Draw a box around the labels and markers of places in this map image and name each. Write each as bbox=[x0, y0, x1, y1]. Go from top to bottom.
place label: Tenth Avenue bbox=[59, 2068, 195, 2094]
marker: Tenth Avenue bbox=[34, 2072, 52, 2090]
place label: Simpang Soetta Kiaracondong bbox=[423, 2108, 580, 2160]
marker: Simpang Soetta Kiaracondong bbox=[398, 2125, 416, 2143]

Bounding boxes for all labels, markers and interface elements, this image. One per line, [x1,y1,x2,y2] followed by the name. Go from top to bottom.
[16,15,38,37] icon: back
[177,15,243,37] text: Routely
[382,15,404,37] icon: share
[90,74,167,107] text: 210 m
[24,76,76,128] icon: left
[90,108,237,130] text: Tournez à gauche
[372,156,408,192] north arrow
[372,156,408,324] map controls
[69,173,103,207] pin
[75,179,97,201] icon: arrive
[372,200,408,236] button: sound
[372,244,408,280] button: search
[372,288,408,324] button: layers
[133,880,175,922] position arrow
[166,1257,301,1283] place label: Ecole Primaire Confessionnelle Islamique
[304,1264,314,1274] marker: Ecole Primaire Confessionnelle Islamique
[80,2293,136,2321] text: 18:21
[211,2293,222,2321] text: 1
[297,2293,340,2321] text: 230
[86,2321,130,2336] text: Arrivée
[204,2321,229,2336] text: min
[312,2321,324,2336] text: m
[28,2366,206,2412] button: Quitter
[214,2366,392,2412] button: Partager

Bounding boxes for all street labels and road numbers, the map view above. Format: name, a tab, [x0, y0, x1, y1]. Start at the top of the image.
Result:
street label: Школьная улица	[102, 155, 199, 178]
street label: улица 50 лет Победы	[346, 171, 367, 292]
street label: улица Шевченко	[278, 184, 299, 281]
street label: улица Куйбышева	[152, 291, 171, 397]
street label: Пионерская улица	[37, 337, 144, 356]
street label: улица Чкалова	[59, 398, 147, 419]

----

Restate, word for word, the listing above from its first line through the line that contains "Bounding boxes for all street", keeping both of those lines.

> **Worked solution**
Draw a box around the labels and markers of places in this map image and name each. Write each as bbox=[x0, y0, x1, y1]. Go from top to bottom.
place label: Tenth Avenue bbox=[59, 2068, 195, 2094]
marker: Tenth Avenue bbox=[34, 2072, 52, 2090]
place label: Simpang Soetta Kiaracondong bbox=[423, 2108, 580, 2160]
marker: Simpang Soetta Kiaracondong bbox=[398, 2125, 416, 2143]

Bounding boxes for all labels, markers and interface elements, this image. One per line, [x1,y1,x2,y2] followed by the name. Go from top to bottom.
[16,15,38,37] icon: back
[177,15,243,37] text: Routely
[382,15,404,37] icon: share
[90,74,167,107] text: 210 m
[24,76,76,128] icon: left
[90,108,237,130] text: Tournez à gauche
[372,156,408,192] north arrow
[372,156,408,324] map controls
[69,173,103,207] pin
[75,179,97,201] icon: arrive
[372,200,408,236] button: sound
[372,244,408,280] button: search
[372,288,408,324] button: layers
[133,880,175,922] position arrow
[166,1257,301,1283] place label: Ecole Primaire Confessionnelle Islamique
[304,1264,314,1274] marker: Ecole Primaire Confessionnelle Islamique
[80,2293,136,2321] text: 18:21
[211,2293,222,2321] text: 1
[297,2293,340,2321] text: 230
[86,2321,130,2336] text: Arrivée
[204,2321,229,2336] text: min
[312,2321,324,2336] text: m
[28,2366,206,2412] button: Quitter
[214,2366,392,2412] button: Partager

Bounding boxes for all street labels and road numbers, the map view above. Format: name, a tab, [x0, y0, x1, y1]. Start at the top of the image.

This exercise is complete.